Sardón de Duero, Valladolid: muere un conductor de 31 años tras chocar su turismo contra un camión en la N-122

La carretera quedó en silencio a las 2:05 de la madrugada, cuando varias llamadas de emergencia avisaron de una colisión violenta entre un turismo y un camión en el kilómetro 332 de la N-122, a la altura de Sardón de Duero, en la provincia de Valladolid.
Dentro del coche viajaba un hombre de 31 años que había quedado atrapado en el habitáculo después del impacto. Las primeras alertas ya describían una escena crítica, con el conductor inconsciente y sin posibilidad de abandonar el vehículo destrozado.
La respuesta se activó en pocos minutos. Hasta el punto del siniestro fueron movilizados la Guardia Civil de Tráfico de Valladolid, los Bomberos de la Diputación y los servicios sanitarios de Sacyl, junto con una ambulancia de soporte vital básico y una unidad medicalizada de emergencias.
También acudió un equipo médico del Punto de Atención Continuada del centro de salud de Tudela, porque la información que llegaba desde la carretera hacía temer el peor desenlace. Cuando los sanitarios alcanzaron el lugar, el margen de actuación ya era prácticamente inexistente.
Los efectivos solo pudieron confirmar la muerte del conductor del turismo. El cuerpo tuvo que ser excarcelado por los bomberos, que trabajaron entre hierros deformados y restos del impacto mientras la circulación quedaba marcada por otra madrugada convertida en tragedia.
La víctima viajaba sola en el coche siniestrado y su fallecimiento se produjo en el mismo lugar de la colisión, sin que los recursos desplazados pudieran revertir la situación. El camión también se vio implicado en el choque, aunque la información difundida no apunta a más fallecidos.
Después de certificar la muerte del joven, el Centro Coordinador de Emergencias activó al Grupo de Intervención Psicológica en Desastres y Emergencias para asistir a los familiares. Esa decisión retrata la dureza del escenario y el golpe inmediato que dejó el siniestro.

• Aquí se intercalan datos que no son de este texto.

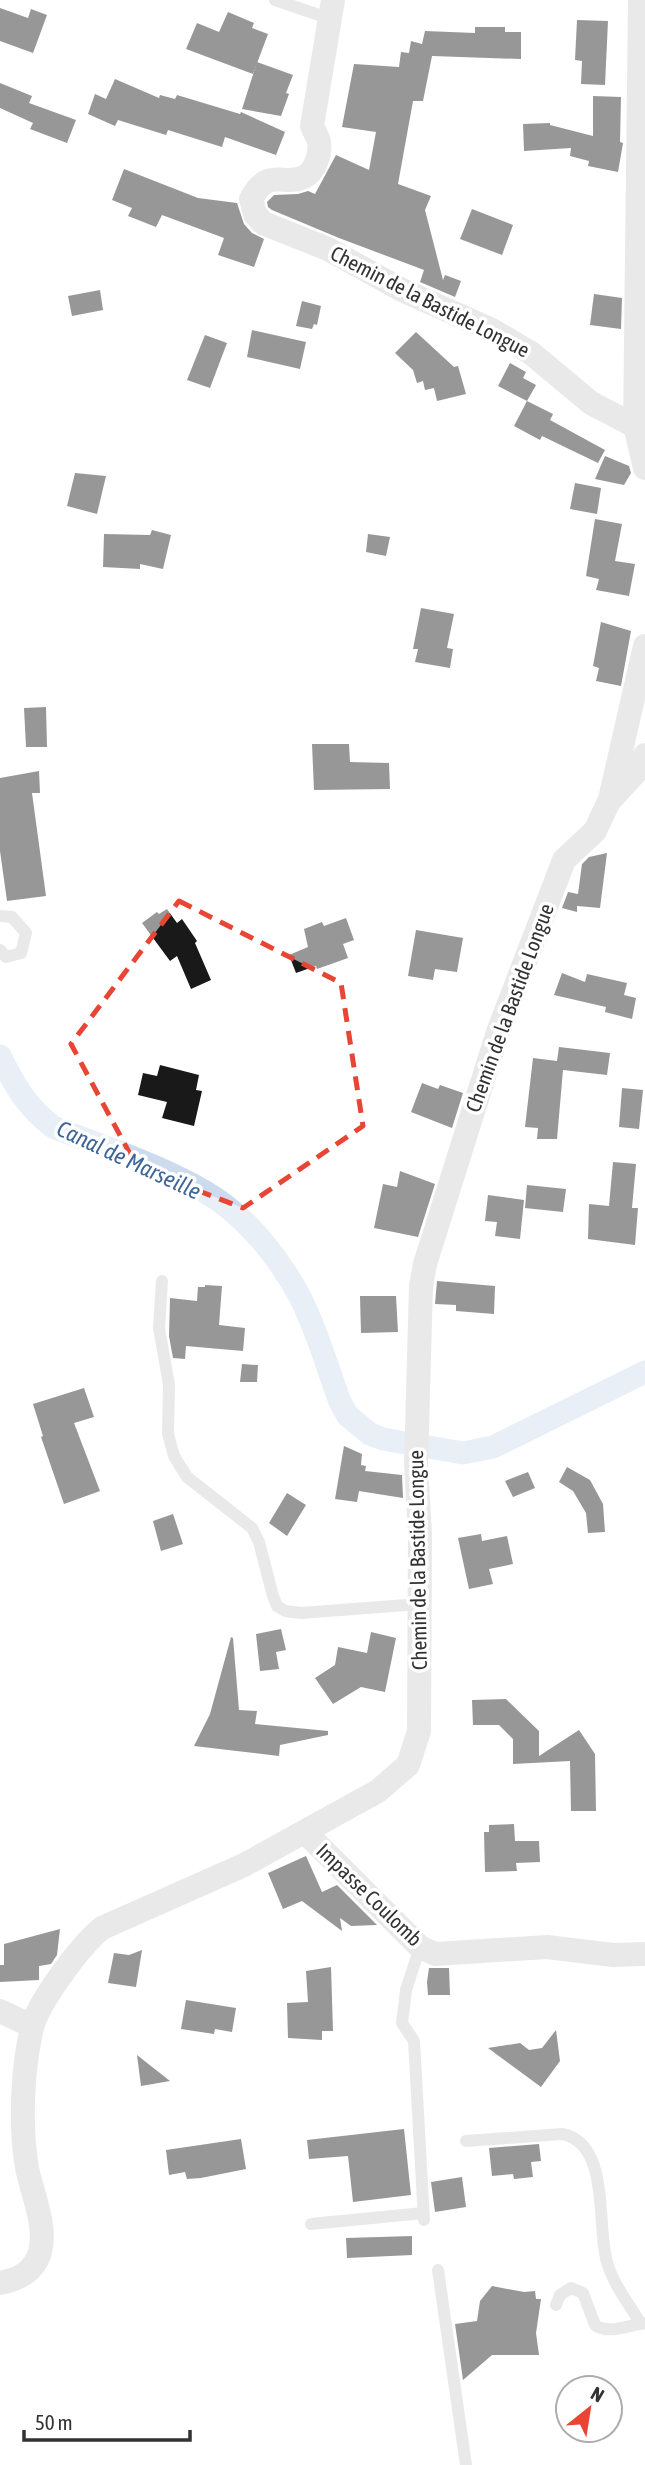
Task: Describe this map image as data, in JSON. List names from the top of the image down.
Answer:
{
  "streets": {
    "street": ["Chemin de la Bastide Longue", "Impasse Coulomb"]
  },
  "crossings": [
    ["Chemin de la Bastide Longue", "Impasse Coulomb"]
  ],
  "water": ["Canal de Marseille"],
  "scale_bar": "50 m",
  "north": "top right"
}
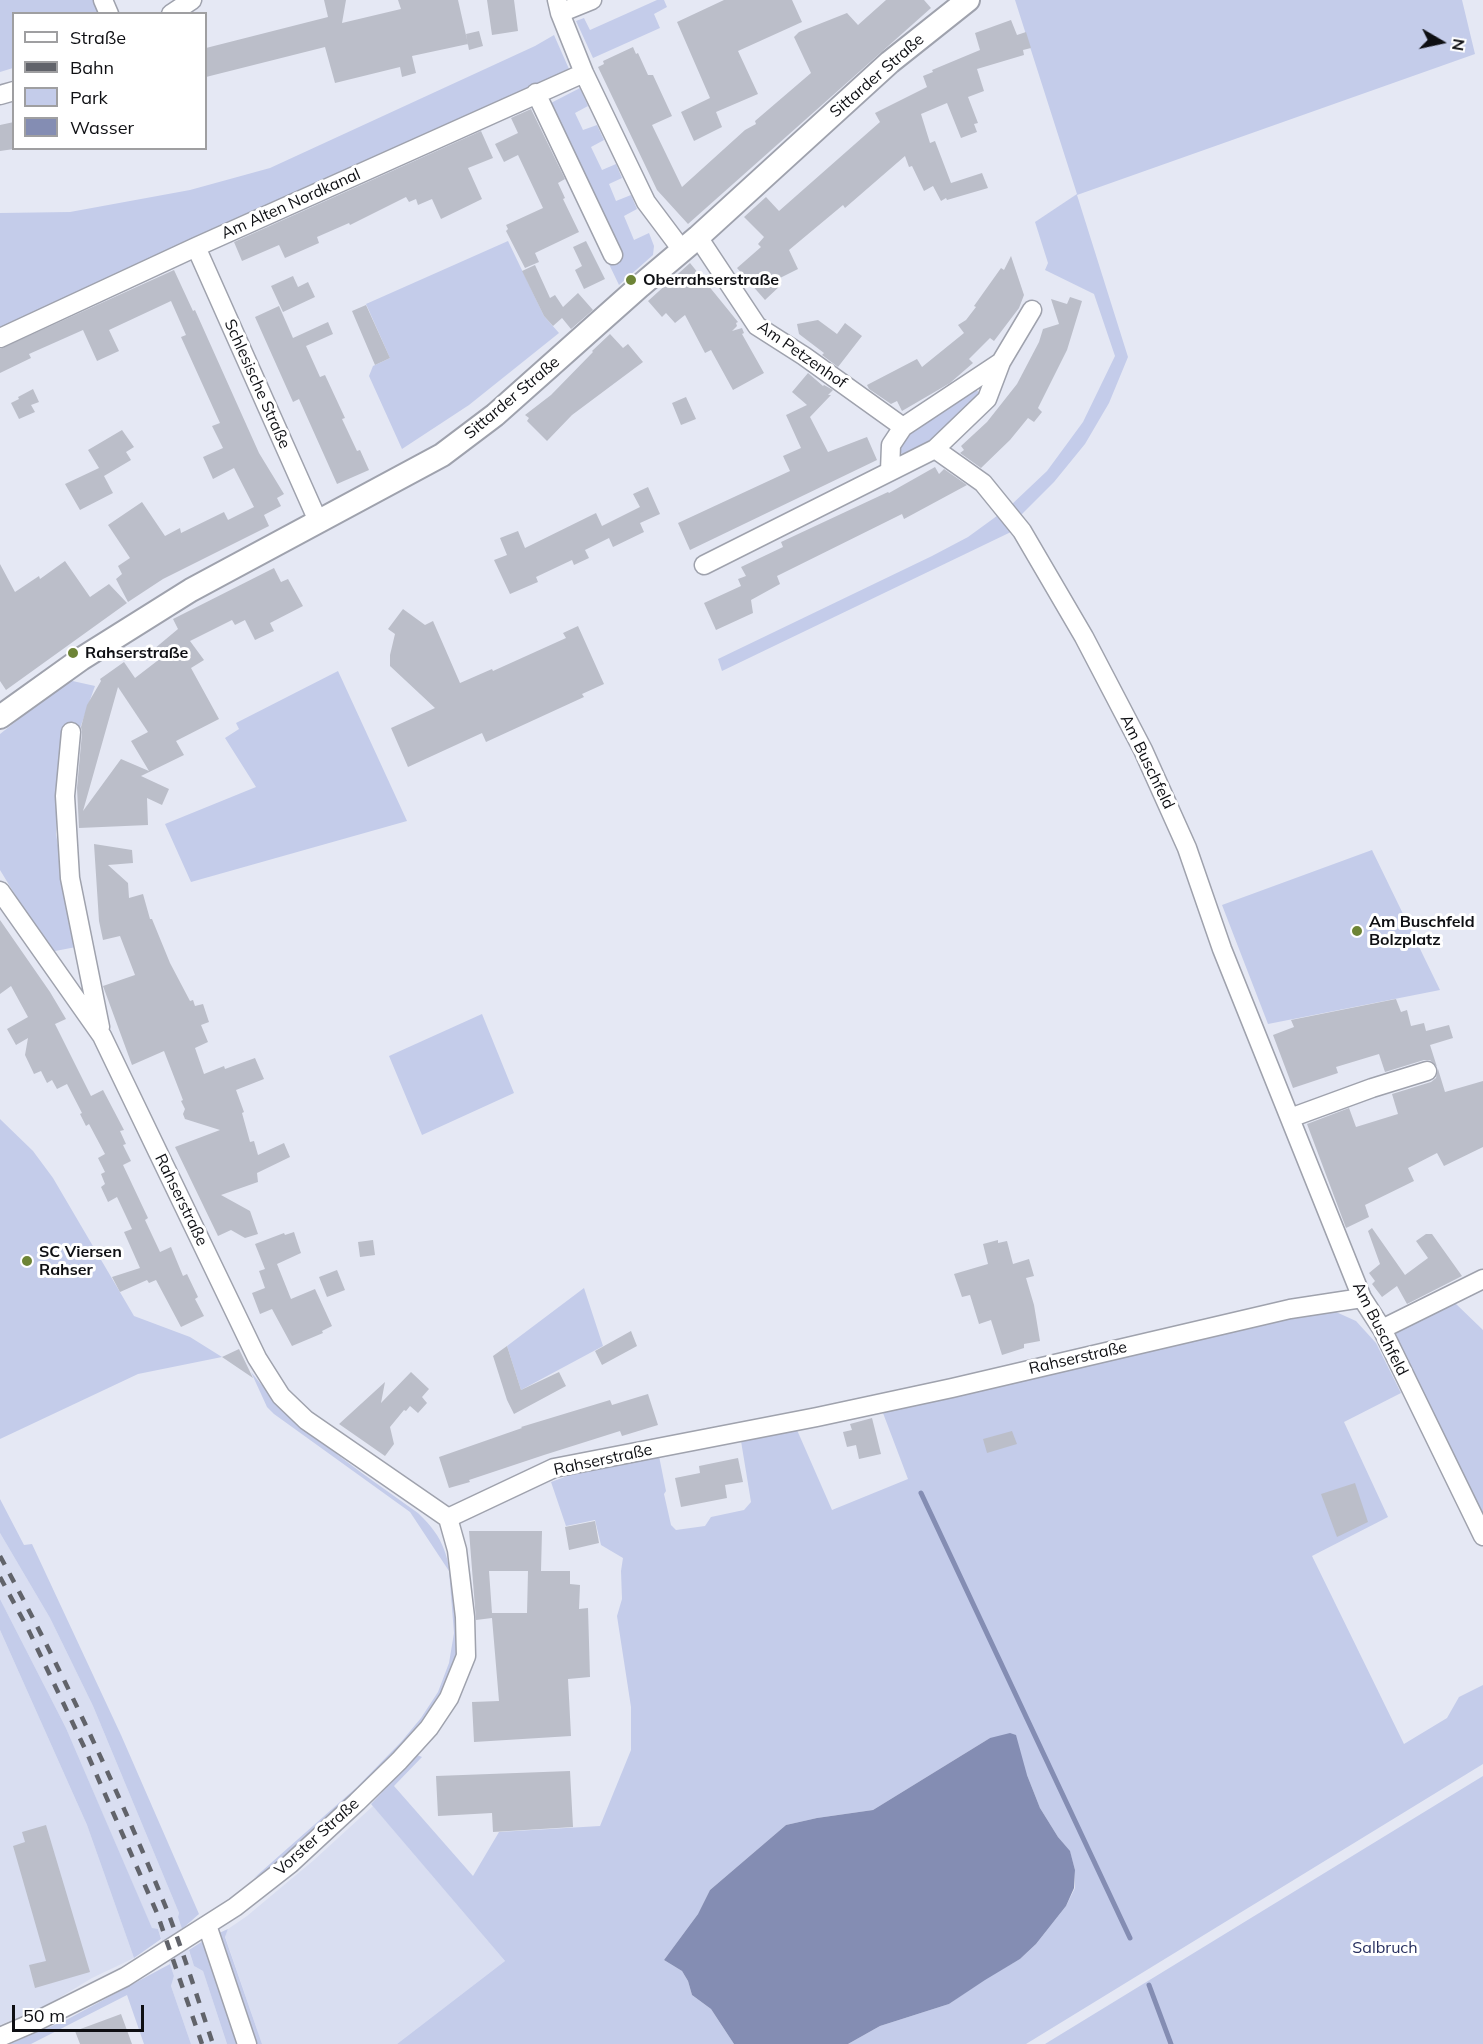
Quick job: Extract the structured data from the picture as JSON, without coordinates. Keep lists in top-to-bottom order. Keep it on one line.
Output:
{"streets":{"street":["Sittarder Straße","Am Alten Nordkanal","Am Petzenhof","Schlesische Straße","Am Buschfeld","Rahserstraße","Vorster Straße"]},"crossings":[["Sittarder Straße","Am Petzenhof"],["Sittarder Straße","Schlesische Straße"],["Am Alten Nordkanal","Schlesische Straße"],["Am Buschfeld","Rahserstraße"],["Rahserstraße","Vorster Straße"]],"parks":["Salbruch"],"places":["Oberrahserstraße","Rahserstraße","Am Buschfeld Bolzplatz","SC Viersen Rahser"],"legend":["Straße","Bahn","Park","Wasser"],"scale_bar":"50 m","north":"right"}
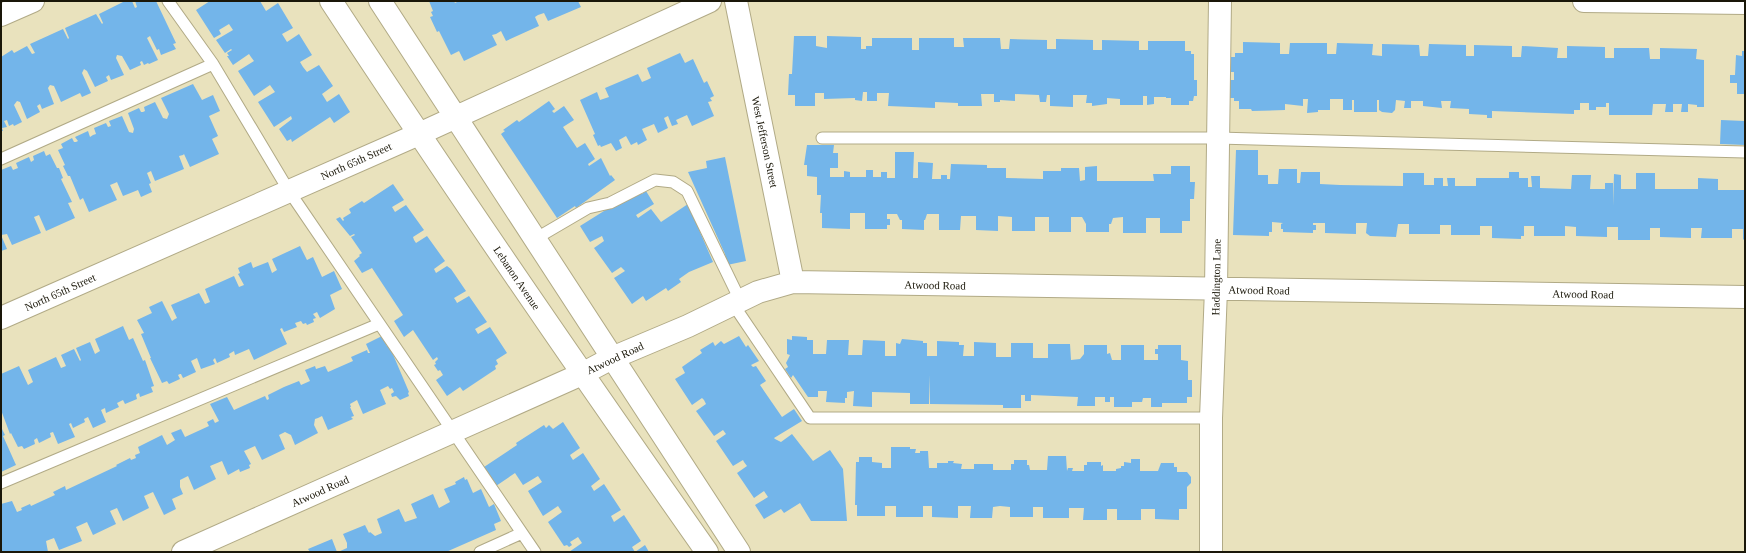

El punto exacto del accidente vuelve a colocar a la N-122 en el centro de la preocupación vial de la provincia. La muerte registrada en Sardón de Duero se suma a una secuencia de siniestros graves en este corredor, donde los choques con vehículos pesados han dejado un rastro persistente.
La nota oficial del 112 confirma que el aviso entró en la sala de operaciones a las 2:05 horas y que el conductor estaba atrapado e inconsciente en el interior del turismo. Ese dato refuerza la dimensión del impacto y explica el despliegue urgente de bomberos, sanitarios y patrullas de tráfico.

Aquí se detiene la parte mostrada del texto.